Search the entries below for the word "center", then copy each line in which it is found.

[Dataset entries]
□ □ □ □ □ □ □
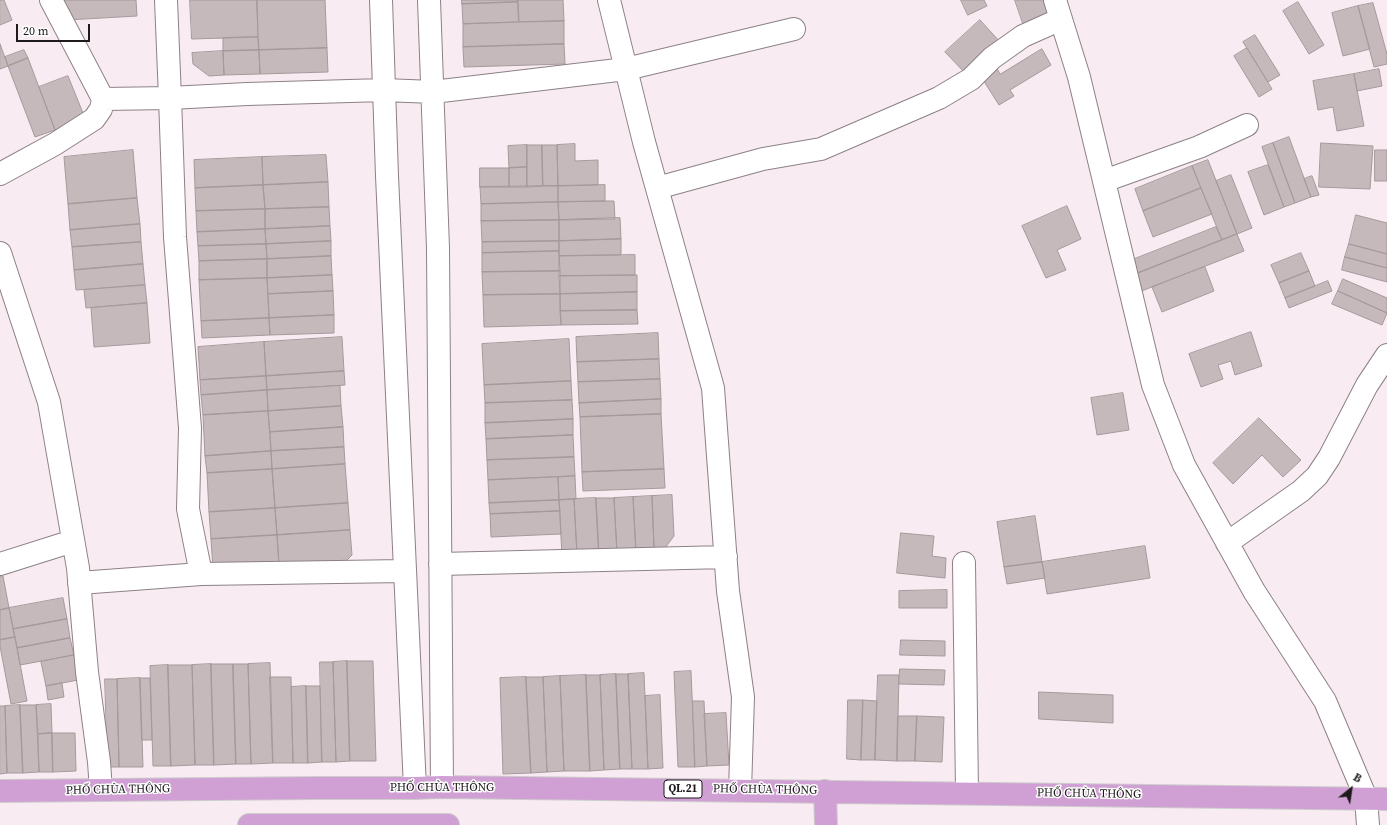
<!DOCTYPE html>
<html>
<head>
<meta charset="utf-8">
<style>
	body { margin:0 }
	#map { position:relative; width:1387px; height:825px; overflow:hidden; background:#f8ecf2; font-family:"Source Serif 4",serif }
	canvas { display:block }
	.north { position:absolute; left:1331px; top:769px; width:40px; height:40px; -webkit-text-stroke:3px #fff; paint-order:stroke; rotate:30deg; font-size:11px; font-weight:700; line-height:16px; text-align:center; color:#1e1a1c }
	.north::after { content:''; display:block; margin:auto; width:14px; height:18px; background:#1e1a1c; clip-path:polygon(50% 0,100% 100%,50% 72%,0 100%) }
	.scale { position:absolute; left:16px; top:24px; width:74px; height:18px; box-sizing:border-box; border:2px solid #1e1a1c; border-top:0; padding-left:5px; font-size:12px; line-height:14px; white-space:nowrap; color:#1e1a1c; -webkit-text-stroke:3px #fff; paint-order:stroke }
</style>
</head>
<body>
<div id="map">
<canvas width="1387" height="825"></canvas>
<div class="north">B</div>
<div class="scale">20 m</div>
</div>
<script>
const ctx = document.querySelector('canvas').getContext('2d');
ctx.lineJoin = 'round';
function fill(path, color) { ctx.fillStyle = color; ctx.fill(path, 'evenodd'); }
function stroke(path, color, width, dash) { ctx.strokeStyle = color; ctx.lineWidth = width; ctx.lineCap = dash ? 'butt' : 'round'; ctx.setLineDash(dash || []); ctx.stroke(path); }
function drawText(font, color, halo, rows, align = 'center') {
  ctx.font = font + ' "Source Serif 4",serif'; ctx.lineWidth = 3; ctx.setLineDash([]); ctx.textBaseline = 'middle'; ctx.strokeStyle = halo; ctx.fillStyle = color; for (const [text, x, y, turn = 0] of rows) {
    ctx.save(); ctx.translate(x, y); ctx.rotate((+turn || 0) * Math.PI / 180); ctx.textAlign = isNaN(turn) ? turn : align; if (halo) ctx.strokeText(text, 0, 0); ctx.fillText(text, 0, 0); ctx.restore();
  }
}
const building = new Path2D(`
	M0,0H4L12,20L0,25Z
	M65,0H136L137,16L67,20Z
	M190,0H257L258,37L192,39Z
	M257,0H325L327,48L259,50Z
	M462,0H518V2L462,4Z
	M518,0H563L564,21L519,22Z
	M961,0H984L987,6L968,15Z
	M1015,0H1046L1052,16L1024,26Z
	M518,2L519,22L463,24L462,4Z
	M1298,2L1324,45L1309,54L1283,11Z
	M1373,3L1387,54V64L1374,67L1358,6Z
	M1358,6L1370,49L1343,56L1332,13Z
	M980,20L1001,43L967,75L945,52Z
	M564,21V44L463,47V24Z
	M1255,35L1280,75L1268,82L1243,42Z
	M258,37L259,50L223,51V38Z
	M0,44L8,66L0,69Z
	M564,44L565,64L464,67L463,47Z
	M327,48L328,72L260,74L259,50Z
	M1247,48L1272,89L1259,97L1234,56Z
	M1042,49L1051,65L1010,90L1014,96L999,105L980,75L995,65L1000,74Z
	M24,50L28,58L8,66L5,57Z
	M259,50L260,74L224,75L223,51Z
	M223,51L224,75L209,76L193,64L192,53Z
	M28,58L55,130L35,137L8,66Z
	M1379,69L1382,86L1357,91L1354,74Z
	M1354,74L1364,126L1337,131L1333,107L1318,110L1313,81Z
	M68,76L85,118L55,130L39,87Z
	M1289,137L1311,197L1295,203L1273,143Z
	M1273,143L1295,203L1284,207L1262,147Z
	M1321,143L1373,146L1370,189L1319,187Z
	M575,144V161L598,160V185L558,186L557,145Z
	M527,145H542L543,186L527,187Z
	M527,145V167L509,168L508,146Z
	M542,145H557L558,186H543Z
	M133,150L137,198L68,204L64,157Z
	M1375,150H1387V181H1375Z
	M326,155L328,182L263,185L262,157Z
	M262,157L263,185L195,188L194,160Z
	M1208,160L1237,234L1222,240L1192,166Z
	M1268,165L1284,207L1264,215L1248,172Z
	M1192,166L1201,188L1143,211L1135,189Z
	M527,167V187H509V168Z
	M480,168H509V187H480Z
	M1231,175L1252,228L1237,234L1216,181Z
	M1312,176L1319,195L1311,197L1304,179Z
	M328,182L329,207L265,209L263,185Z
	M263,185L265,209L196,211L195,188Z
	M605,185V201L558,202V186Z
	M558,186V202L481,204L480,187Z
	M1201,188L1212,214L1153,237L1143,211Z
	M137,198L140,224L70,230L68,204Z
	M605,201H614L615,219L559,220L558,202Z
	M558,202L559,220L481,221V204Z
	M1067,206L1081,239L1057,250L1066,270L1046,278L1022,226Z
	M329,207L330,226L265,229V209Z
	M265,209V229L197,232L196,211Z
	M1356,215L1387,223V254L1349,244Z
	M620,218L621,239L559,241V220Z
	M559,220V241L482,242L481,221Z
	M140,224L141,242L72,247L70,230Z
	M330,226L331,241L266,244L265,229Z
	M1216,227L1222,240L1133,275L1127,262Z
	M265,229L266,244L198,246L197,232Z
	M1237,234L1244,251L1139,292L1133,275Z
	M621,239V255L559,256V241Z
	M331,241V256L267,259L266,244Z
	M559,241V251L482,253V242Z
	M141,242L143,264L74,270L72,247Z
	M266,244L267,259L199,261L198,246Z
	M1349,244L1387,254V268L1345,257Z
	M559,251L560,271L482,272V253Z
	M1301,253L1309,271L1279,283L1271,265Z
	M635,255V275L559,276V256Z
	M331,256L332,275L267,278V259Z
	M1345,257L1387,268V282L1342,270Z
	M267,259V278L199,280V261Z
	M143,264L145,285L76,290L74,270Z
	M1205,267L1214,291L1162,312L1152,287Z
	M560,271V294L483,295L482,272Z
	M1309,271L1315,286L1285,298L1279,283Z
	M332,275L333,291L268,294L267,278Z
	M635,275H637V292L560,294L559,276Z
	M267,278L269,318L201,321L199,280Z
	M1343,279L1387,298V313L1338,291Z
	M1328,281L1332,291L1289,308L1285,298Z
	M145,285L147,303L86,308L84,290Z
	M333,291L334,315L269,318L268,294Z
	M1338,291L1387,313L1382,325L1332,304Z
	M637,292V310L560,311V294Z
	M560,294L561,325L484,327L483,295Z
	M147,303L150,343L94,347L91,308Z
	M637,310L638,324L561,325L560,311Z
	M334,315V333L270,335L269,318Z
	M269,318L270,335L202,338L201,321Z
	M1251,332L1262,366L1235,375L1231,361L1218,365L1223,379L1201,387L1189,354Z
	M658,333L659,359L577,362L576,337Z
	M342,337L344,371L266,376L264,342Z
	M569,339L571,381L484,385L482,344Z
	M264,342L266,376L200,380L198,347Z
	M659,359L660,379L578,382L577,362Z
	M344,371L345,385L267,390L266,376Z
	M266,376L267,390L201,395L200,380Z
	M660,379L661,399L579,403L578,382Z
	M571,381L572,400L485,403L484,385Z
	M340,386L341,406L268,411L267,390Z
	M267,390L268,411L203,415L201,395Z
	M1123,393L1129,430L1097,435L1091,398Z
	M661,399V414L580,417L579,403Z
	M572,400L573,419L485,423V403Z
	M341,406L343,427L270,432L268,411Z
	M268,411L271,451L205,456L203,415Z
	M661,414L664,469L582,472L580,417Z
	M1259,418L1301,460L1283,477L1262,455L1233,484L1213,463Z
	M573,419V435L486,439L485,423Z
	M343,427L344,447L271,451L270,432Z
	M573,435L574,457L487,460L486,439Z
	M344,447L345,464L272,469L271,451Z
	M271,451L272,469L207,473L205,456Z
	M574,457L575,476L488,480L487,460Z
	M345,464L348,503L275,508L272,469Z
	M272,469L275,508L209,512L207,473Z
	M664,469L665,488L583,491L582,472Z
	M575,476L576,499L559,500L558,477Z
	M558,477L559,500L489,503L488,480Z
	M672,495L674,536L665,548H654L652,496Z
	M652,496L654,548L636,553L633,497Z
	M633,497L636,553H617L614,498Z
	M596,498H614L617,553L599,554Z
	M596,498L599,554L577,555L574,499Z
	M574,499L577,555L562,556L559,500Z
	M559,500L560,511L490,514L489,503Z
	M348,503L350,530L277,535L275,508Z
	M275,508L277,535L211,539L209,512Z
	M560,511L561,534L491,537L490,514Z
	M1035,516L1042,562L1004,567L997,522Z
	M350,530L352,555L346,561L279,565L277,535Z
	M901,533L934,536L932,556L946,558L945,578L897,573Z
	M277,535L279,565L213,569L211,539Z
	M1145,546L1150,578L1047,594L1042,562Z
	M1042,562L1045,578L1007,584L1004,567Z
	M0,576H3L9,608L0,610Z
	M947,590V608H899V591Z
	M63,598L67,619L13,629L9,608Z
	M9,608L15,637L0,640V610Z
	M67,619L70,638L17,648L13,629Z
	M15,637L27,701L11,704L0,646V640Z
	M70,638L74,655L20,665L17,648Z
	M901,640L945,641V656L900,655Z
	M74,655L78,680L46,686L41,662Z
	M347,661L350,761L336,762L333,662Z
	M347,661H373L376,761H350Z
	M320,662H333L336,762H322Z
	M270,663L273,763L251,764L248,664Z
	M211,664L214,765H195L192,665Z
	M211,664H233L236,764L214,765Z
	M233,664H248L251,764H236Z
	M168,665L171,766H153L150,666Z
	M168,665H192L195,765L171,766Z
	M900,669L945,670L944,685L899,684Z
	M691,671L695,767H678L674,672Z
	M644,673L648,769H632L628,674Z
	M616,674H628L632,769H620Z
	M616,674L620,769L604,770L600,675Z
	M586,675H600L604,770L590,771Z
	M586,675L590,771H564L560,676Z
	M878,675H899L897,761L875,760Z
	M560,676L564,771L547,772L543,677Z
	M270,677H291L293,763H273Z
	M526,677H543L547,772L531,773Z
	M526,677L531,773L503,774L500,678Z
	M140,678L143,767H119L117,679Z
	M140,678H150L152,740H142Z
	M105,679H117L119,767H108Z
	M62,683L64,697L48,700L46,686Z
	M306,686L308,763H293L291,687Z
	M306,686H320L322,762L308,763Z
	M1039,692L1113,695V723L1039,719Z
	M660,695L663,768L648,769L645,696Z
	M848,700H863L861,760L847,759Z
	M863,700L877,701L875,760H861Z
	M693,701H704L707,766L695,767Z
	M51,704L52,733L38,734L36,705Z
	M20,705L23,773H7L5,706Z
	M20,705H36L39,772L23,773Z
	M0,706H5L7,773L0,774Z
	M726,713L729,765L707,766L704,714Z
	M898,716H917L915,761H897Z
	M917,716L944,717L942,762L915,761Z
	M52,733L53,772H39L38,734Z
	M52,733H75L76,771L53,772Z`);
fill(building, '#c6b9bb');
stroke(building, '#a6999b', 1);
const minor = new Path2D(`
	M166,0L170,98L247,94L384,90L433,92L626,69L794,29
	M381,0L387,176L415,788
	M429,0L438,248L442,787
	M609,0L644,142L713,388L728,591L743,697L740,790
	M1055,0L1079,77L1153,385L1184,465L1254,591L1325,701L1366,798L1368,825
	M103,99L170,98L175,237L190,428L188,509L201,574
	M0,174L55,144L94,119L101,109L103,99L51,0
	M1104,181L1199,147L1247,125
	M657,188L763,159L821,149L939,98L971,79L992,58L1023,36L1061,19
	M0,253L49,402L78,568L87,672L99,762L101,790
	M1227,543L1301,491L1317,476L1329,458L1367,385L1387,355
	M964,563L967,793
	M0,564L73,541
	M440,564L726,557
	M79,583L201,574L405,571`);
const trunk = new Path2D(`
	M0,791L316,788H415L442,787L1387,799
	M825,791L826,825
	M249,825H448`);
stroke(minor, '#8c8187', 24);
stroke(trunk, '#cecdcd', 24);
stroke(minor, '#fff', 22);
stroke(trunk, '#d09fd4', 22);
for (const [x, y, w] of [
	[683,789,38]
]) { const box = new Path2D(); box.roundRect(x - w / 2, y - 9, w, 18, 3); ctx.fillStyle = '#fff'; ctx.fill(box); stroke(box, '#1e1a1c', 1); }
drawText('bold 11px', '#1e1a1c', null, [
	["QL.21",683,789]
]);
drawText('12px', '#1e1a1c', '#fff', [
	["PHỐ CHÙA THÔNG",442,788],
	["PHỐ CHÙA THÔNG",118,790,-1],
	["PHỐ CHÙA THÔNG",765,790,1],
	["PHỐ CHÙA THÔNG",1089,794,1]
]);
</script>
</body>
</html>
□ □ □ □ □ □ □
● Expected output:
	.north { position:absolute; left:1331px; top:769px; width:40px; height:40px; -webkit-text-stroke:3px #fff; paint-order:stroke; rotate:30deg; font-size:11px; font-weight:700; line-height:16px; text-align:center; color:#1e1a1c }
function drawText(font, color, halo, rows, align = 'center') {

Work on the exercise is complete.